▶ [Directions for this task]:
Please repeat, exactly and with nothing extra, the line containing "for (const [x, y, r, color]" and every line after it up to the end of the material.

--------

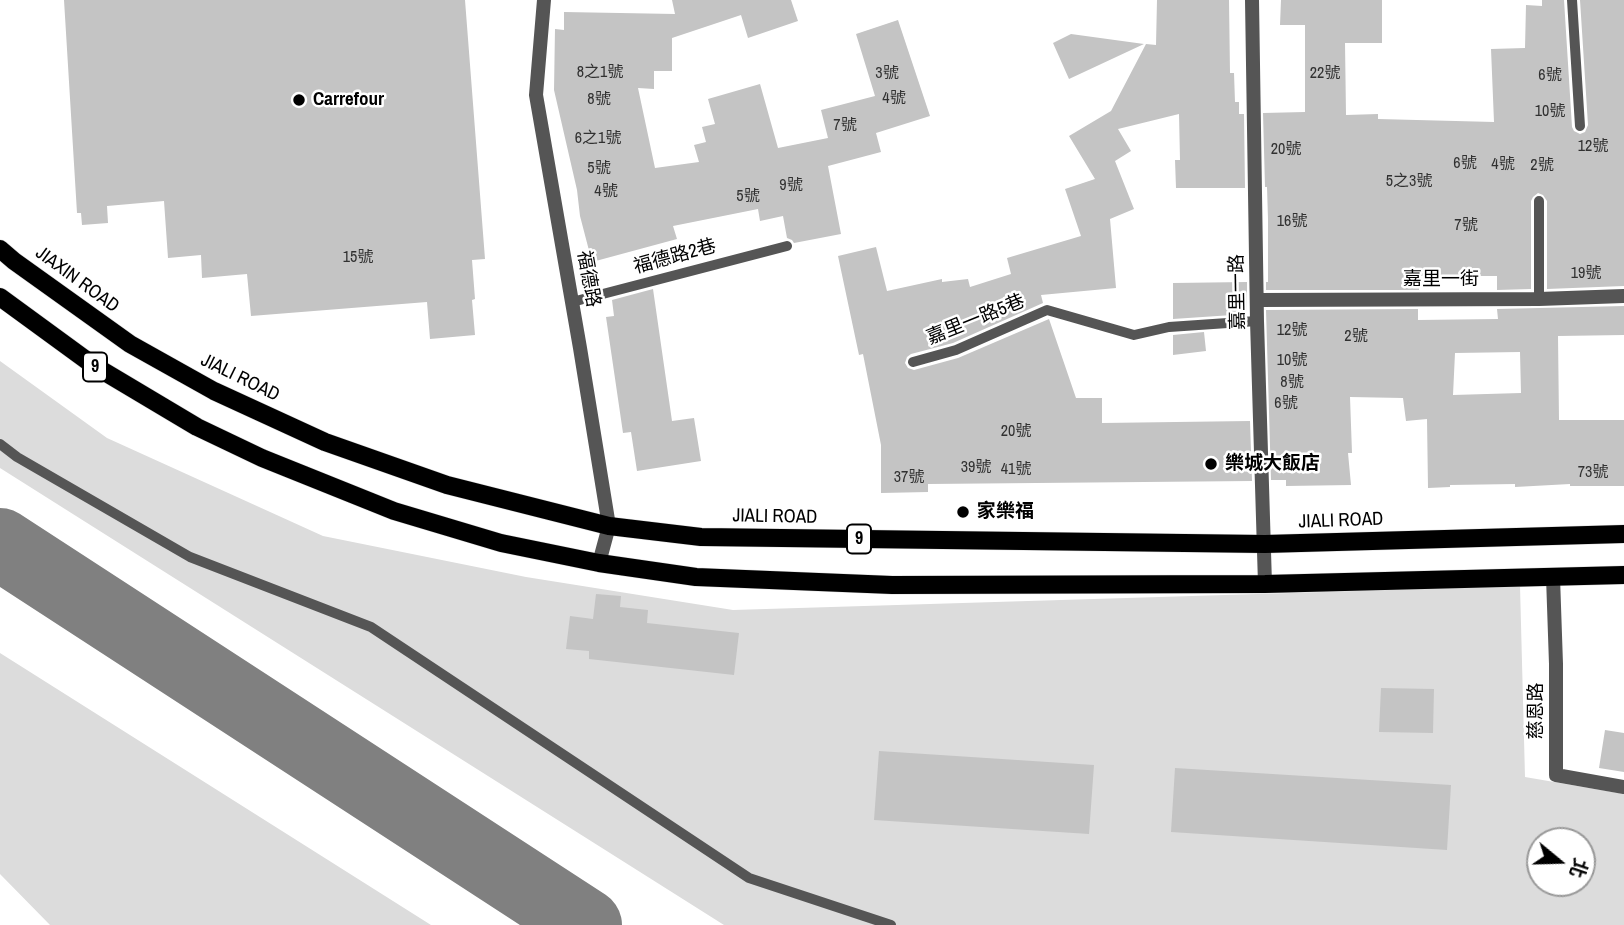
<!DOCTYPE html>
<meta charset="utf-8">
<style>
body{margin:0}
#map{position:relative;width:1624px;height:925px;overflow:hidden;background:#fff;font-family:"Archivo Narrow","Noto Sans TC",sans-serif}
canvas{display:block}
.north{position:absolute;left:1526px;top:827px;width:70px;height:70px;box-sizing:border-box;background:#fff;border:2px solid #999;border-radius:50%;rotate:109deg;font-size:19px;font-weight:700;line-height:28px;text-align:center;color:#000}
.north::after{content:'';display:block;margin:auto;width:24px;height:32px;background:#000;clip-path:polygon(50% 0,100% 100%,50% 72%,0 100%)}
</style>
<div id="map">
<canvas width="1624" height="925"></canvas>
<div class="north">北</div>
</div>
<script>
const g = document.querySelector('canvas').getContext('2d');
g.lineJoin = 'round';
function paint(path, color) { g.fillStyle = color; g.fill(path, 'evenodd'); }
const poly = rows => new Path2D(rows.map(r => 'M' + r).join(''));
function strokePath(path, color, width, dash) { g.strokeStyle = color; g.lineWidth = width; g.lineCap = dash ? 'butt' : 'round'; g.setLineDash(dash || []); g.stroke(path); }
function drawText(font, color, halo, rows, align = 'center') {
  g.font = font + ' "Archivo Narrow","Noto Sans TC",sans-serif'; g.lineWidth = 5; g.setLineDash([]); g.textBaseline = 'middle'; g.strokeStyle = halo; g.fillStyle = color; for (const [text, x, y, turn = 0] of rows) {
    g.save(); g.translate(x, y); g.rotate((+turn || 0) * Math.PI / 180); g.textAlign = isNaN(turn) ? turn : align; if (halo) g.strokeText(text, 0, 0); g.fillText(text, 0, 0); g.restore();
  }
}
paint(poly([
 [0,361,107,438,323,536,526,577,733,610,1520,586,1525,777,1624,794,1624,925,724,925,0,468],
 [1540,841,1582,841,1582,883,1540,883],
 [0,653,431,925,50,925,0,874]
]), '#dcdcdc');
strokePath(poly([
 [0,544,586,925]
]), '#808080', 72);
paint(poly([
 [64,0,465,0,485,259,472,260,475,299,472,300,475,335,430,339,427,302,251,316,247,274,202,278,201,255,168,258,164,201,107,206,108,223,82,225,81,213,77,213],
 [672,0,791,0,798,21,748,38,741,15,672,38,672,71,654,71,654,89,638,88,655,168,699,162,694,145,706,142,702,127,715,124,708,99,760,84,778,148,828,138,821,110,875,96,856,34,898,20,930,116,876,133,881,152,828,166,841,234,794,243,792,240,787,238,783,216,760,221,758,209,673,226,677,239,592,262,580,216,577,190,554,90,555,29,564,30,564,12,675,14],
 [1157,0,1229,0,1230,73,1234,73,1235,102,1239,102,1239,114,1244,114,1245,188,1176,188,1175,160,1180,160,1179,114,1118,129,1131,151,1115,161,1134,209,1110,219,1116,288,1041,295,1043,303,953,343,911,354,907,357,905,363,908,368,914,370,958,358,1049,319,1076,398,1102,398,1102,423,1250,421,1252,481,928,484,928,492,881,493,881,445,863,354,859,355,838,256,876,247,887,291,942,279,942,282,968,279,970,287,1011,274,1007,258,1081,236,1065,189,1095,179,1069,136,1111,111,1146,44,1156,45],
 [1281,0,1382,0,1382,43,1345,43,1346,115,1378,114,1378,119,1494,122,1491,49,1525,48,1526,5,1542,6,1542,0,1564,0,1572,127,1574,131,1580,134,1585,132,1588,125,1580,0,1624,0,1624,286,1547,289,1547,201,1543,195,1538,193,1533,197,1531,201,1531,289,1497,290,1497,276,1419,276,1419,290,1266,290,1266,282,1268,282,1268,219,1267,187,1265,187,1263,113,1305,112,1305,25,1280,25],
 [1071,34,1144,44,1069,79,1053,43],
 [1247,282,1247,314,1173,319,1173,283],
 [653,289,672,421,694,418,701,461,637,471,631,432,623,433,606,317,614,316,612,300],
 [1624,306,1624,335,1558,336,1559,420,1624,420,1624,486,1570,486,1570,484,1515,487,1515,484,1450,485,1450,487,1428,488,1427,419,1406,421,1403,398,1350,397,1352,453,1348,453,1351,485,1286,486,1286,480,1271,480,1266,310,1418,309,1418,320,1498,319,1497,309],
 [1520,352,1521,393,1453,395,1455,353],
 [1204,332,1206,351,1173,355,1173,335],
 [596,594,621,596,620,607,648,610,647,623,739,633,734,675,589,659,589,651,566,649,570,616,593,619],
 [1381,688,1434,689,1433,733,1379,732],
 [1605,730,1624,733,1624,772,1599,768],
 [879,751,1094,765,1089,834,874,820],
 [1175,768,1451,785,1447,850,1171,832]
]), '#c4c4c4');
const primary = poly([
 [0,249,14,261,130,344,214,391,325,442,447,485,609,526,701,537,1265,544,1624,534],
 [0,297,93,365,197,427,262,458,394,511,501,543,599,563,696,577,892,585,1265,584,1624,575]
]);
strokePath(primary, '#dbdbdb', 19);
strokePath(poly([
 [1572,0,1580,126],
 [1539,201,1539,299],
 [572,302,787,246],
 [913,362,956,350,1047,310,1134,335,1169,327,1257,321],
 [0,444,17,457,190,557,371,627,749,878,891,925]
]), '#555', 10);
strokePath(poly([
 [544,0,536,95,580,348,609,526,599,563],
 [1252,0,1257,321,1265,584],
 [1258,300,1539,299,1624,296],
 [1553,577,1556,664,1556,775,1624,787]
]), '#555', 14);
strokePath(primary, '#000', 18);
for (const [x, y, r, color] of [
 [299,100,7,"#000"],
 [1211,464,7,"#000"],
 [963,512,7,"#000"]
]) { const dot = new Path2D(); dot.arc(x, y, r, 0, 2 * Math.PI); g.fillStyle = color; g.fill(dot); strokePath(dot, '#fff', 2.5); }
drawText('16px', '#313131', null, [
 ["8之1號",600,73],
 ["3號",887,74],
 ["22號",1325,74],
 ["6號",1550,76],
 ["4號",894,99],
 ["8號",599,100],
 ["10號",1550,112],
 ["7號",845,126],
 ["6之1號",598,139],
 ["12號",1593,147],
 ["20號",1286,150],
 ["6號",1465,164],
 ["4號",1503,165],
 ["2號",1542,166],
 ["5號",599,169],
 ["5之3號",1409,182],
 ["9號",791,186],
 ["4號",606,192],
 ["5號",748,197],
 ["16號",1292,222],
 ["7號",1466,226],
 ["15號",358,258],
 ["19號",1586,274],
 ["12號",1292,331],
 ["2號",1356,337],
 ["10號",1292,361],
 ["8號",1292,383],
 ["6號",1286,404],
 ["20號",1016,432],
 ["39號",976,468],
 ["41號",1016,470],
 ["73號",1593,473],
 ["37號",909,478]
]);
for (const [x, y, w] of [
 [95,367,24],
 [859,539,24]
]) { const box = new Path2D(); box.roundRect(x - w / 2, y - 14.5, w, 29, 5); g.fillStyle = '#fff'; g.fill(box); strokePath(box, '#000', 2); }
drawText('bold 18px', '#000', null, [
 ["9",95,367],
 ["9",859,539]
]);
drawText('bold 19px', '#000', '#fff', [
 ["Carrefour",313,100],
 ["樂城大飯店",1225,464],
 ["家樂福",977,512]
], 'left');
drawText('19px', '#000', '#fff', [
 ["福德路2巷",675,257,-15],
 ["福德路",588,279,80],
 ["JIAXIN ROAD",77,280,36],
 ["嘉里一街",1441,280],
 ["嘉里一路",1238,292,-91],
 ["嘉里一路5巷",976,320,-22],
 ["JIALI ROAD",240,378,26],
 ["JIALI ROAD",775,517,1],
 ["JIALI ROAD",1341,521,-2],
 ["慈恩路",1537,711,-90]
]);
</script>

--------

▶ [Answer to this problem]:
for (const [x, y, r, color] of [
 [299,100,7,"#000"],
 [1211,464,7,"#000"],
 [963,512,7,"#000"]
]) { const dot = new Path2D(); dot.arc(x, y, r, 0, 2 * Math.PI); g.fillStyle = color; g.fill(dot); strokePath(dot, '#fff', 2.5); }
drawText('16px', '#313131', null, [
 ["8之1號",600,73],
 ["3號",887,74],
 ["22號",1325,74],
 ["6號",1550,76],
 ["4號",894,99],
 ["8號",599,100],
 ["10號",1550,112],
 ["7號",845,126],
 ["6之1號",598,139],
 ["12號",1593,147],
 ["20號",1286,150],
 ["6號",1465,164],
 ["4號",1503,165],
 ["2號",1542,166],
 ["5號",599,169],
 ["5之3號",1409,182],
 ["9號",791,186],
 ["4號",606,192],
 ["5號",748,197],
 ["16號",1292,222],
 ["7號",1466,226],
 ["15號",358,258],
 ["19號",1586,274],
 ["12號",1292,331],
 ["2號",1356,337],
 ["10號",1292,361],
 ["8號",1292,383],
 ["6號",1286,404],
 ["20號",1016,432],
 ["39號",976,468],
 ["41號",1016,470],
 ["73號",1593,473],
 ["37號",909,478]
]);
for (const [x, y, w] of [
 [95,367,24],
 [859,539,24]
]) { const box = new Path2D(); box.roundRect(x - w / 2, y - 14.5, w, 29, 5); g.fillStyle = '#fff'; g.fill(box); strokePath(box, '#000', 2); }
drawText('bold 18px', '#000', null, [
 ["9",95,367],
 ["9",859,539]
]);
drawText('bold 19px', '#000', '#fff', [
 ["Carrefour",313,100],
 ["樂城大飯店",1225,464],
 ["家樂福",977,512]
], 'left');
drawText('19px', '#000', '#fff', [
 ["福德路2巷",675,257,-15],
 ["福德路",588,279,80],
 ["JIAXIN ROAD",77,280,36],
 ["嘉里一街",1441,280],
 ["嘉里一路",1238,292,-91],
 ["嘉里一路5巷",976,320,-22],
 ["JIALI ROAD",240,378,26],
 ["JIALI ROAD",775,517,1],
 ["JIALI ROAD",1341,521,-2],
 ["慈恩路",1537,711,-90]
]);
</script>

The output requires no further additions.